Archive

Quotes

Childhood knows what it wants—to leave childhood behind.

—Jean Cocteau, 1947

I shall soon be six-and-twenty. Is there anything in the future that can possibly console us for not being always twenty-five?

—Lord Byron, 1813

No one’s serious at seventeen.

—Arthur Rimbaud, 1870

The distinction between children and adults, while probably useful for some purposes, is at bottom a specious one, I feel. There are only individual egos, crazy for love.

—Donald Barthelme, 1964

The boy is, of all wild beasts, the most difficult to manage. 

—Plato, c. 348 BC

The young leading the young is like the blind leading the blind.

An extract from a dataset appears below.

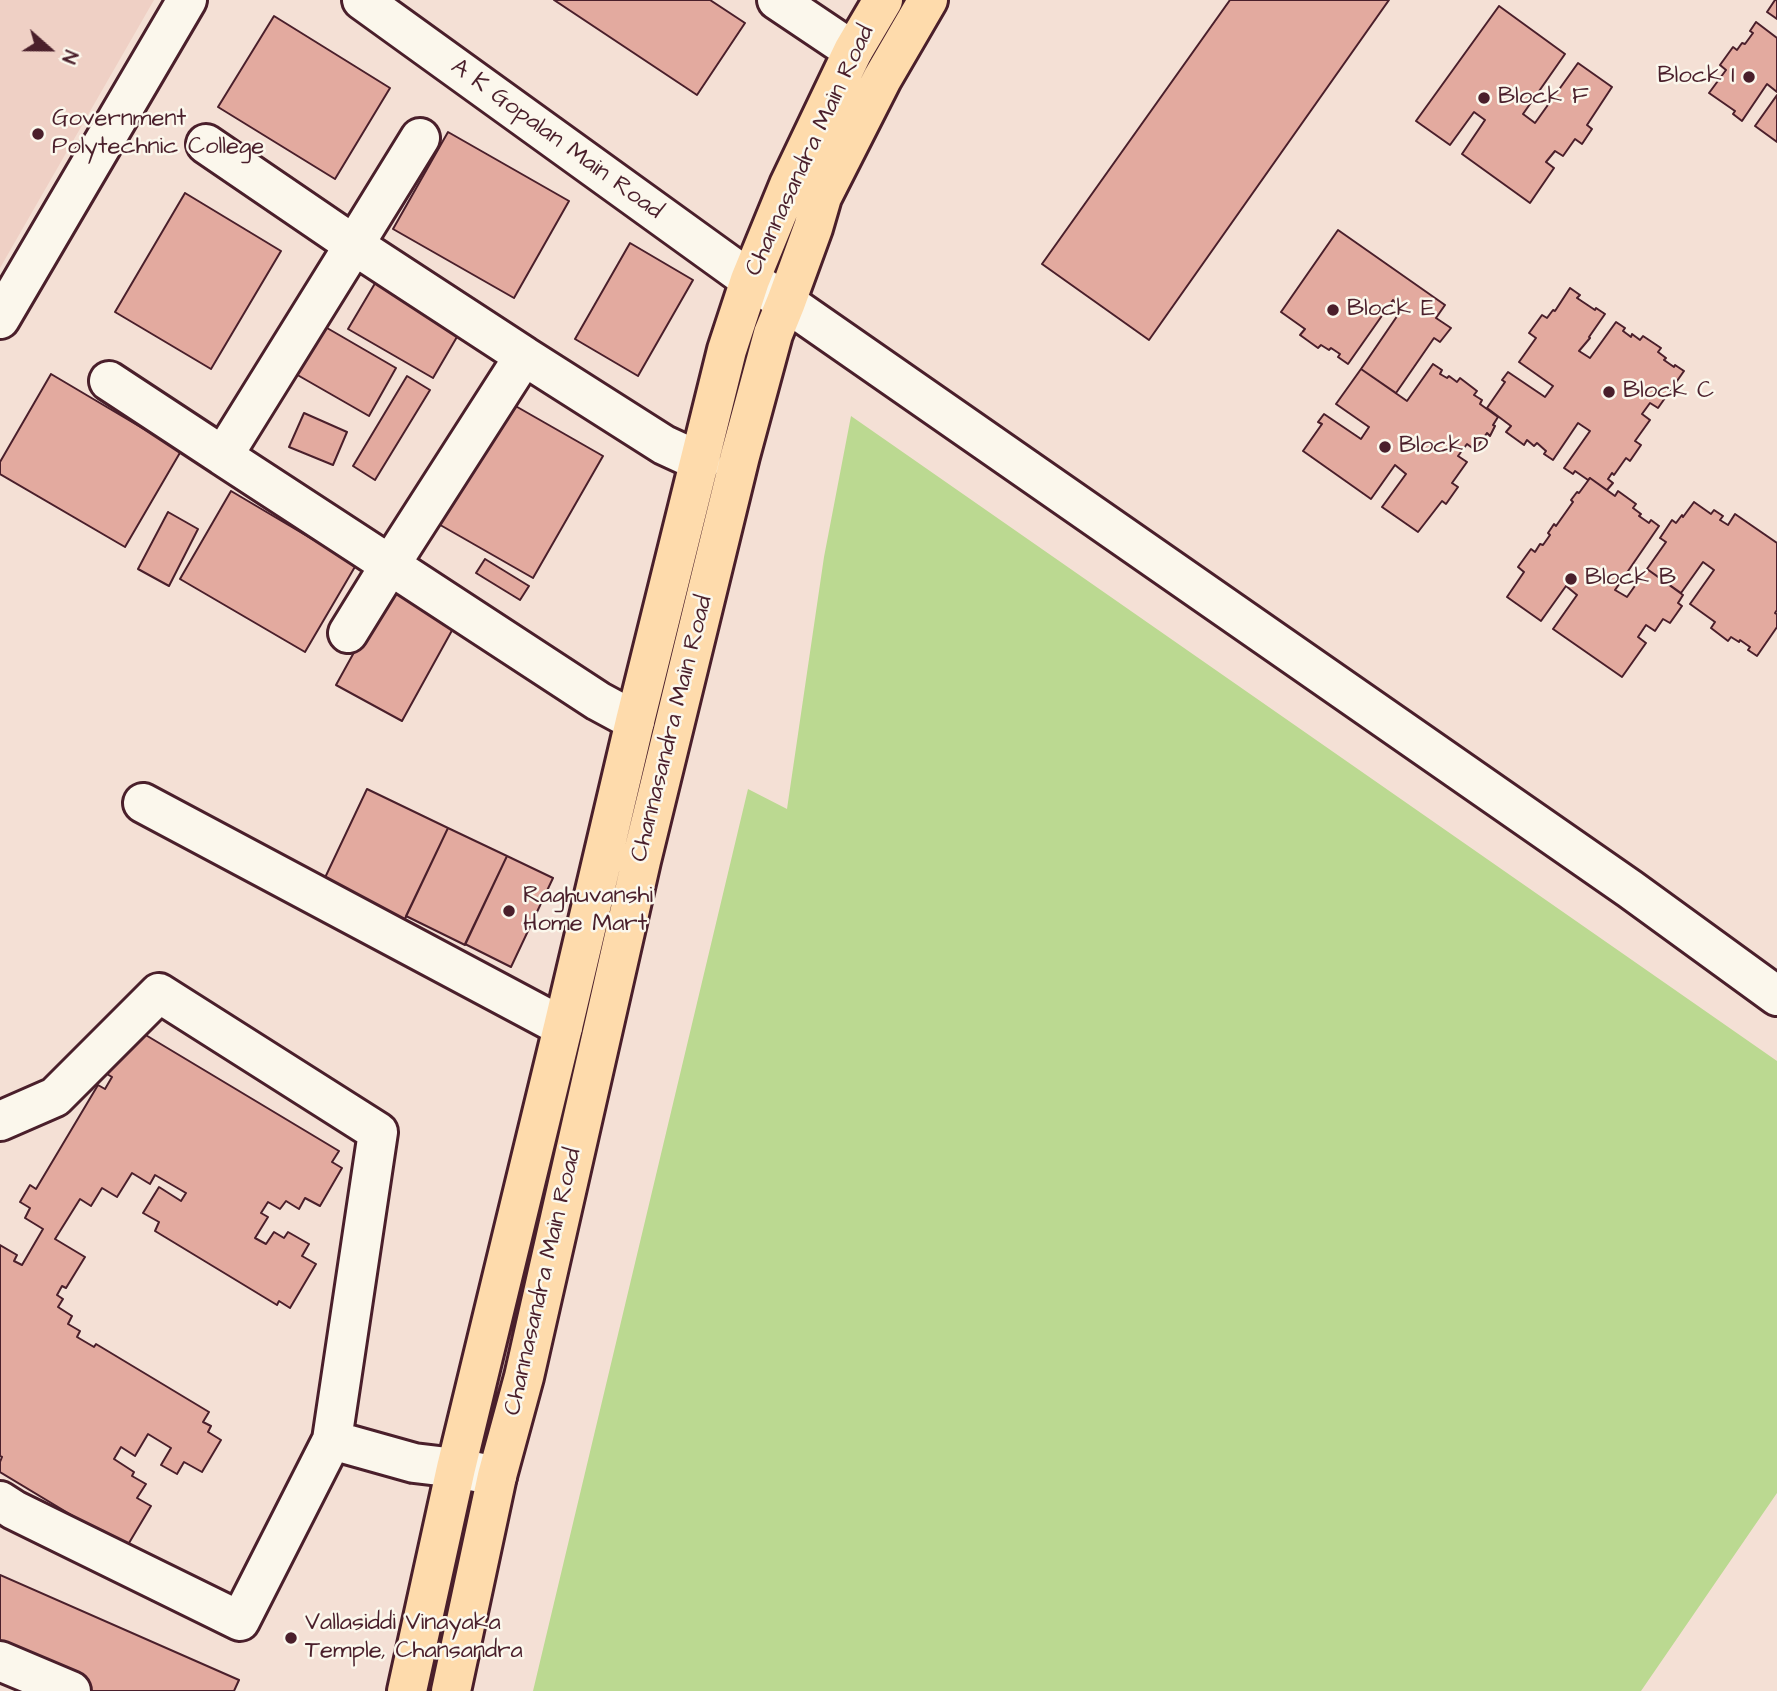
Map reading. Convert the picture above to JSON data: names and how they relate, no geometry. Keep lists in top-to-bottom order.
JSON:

—Philip Dormer Stanhope, 1747

Youth is the time to go flashing from one end of the world to the other both in mind and body, to try the manners of different nations, to hear the chimes at midnight.

—Robert Louis Stevenson, 1881

Blessed are the young, for they shall inherit the national debt.

—Herbert Hoover, 1936

Youth, youth, springtime of beauty.

—Anthem of the National Fascist Party, c. 1924

Most men employ the first years of their life in making the last miserable.

—Jean de La Bruyère, 1688

The young man must store up, the old man must use.

—Seneca the Younger, c. 63

Ah, there are no children nowadays.

—Molière, 1673

A sick child is always the mother’s property; her own feelings generally make it so.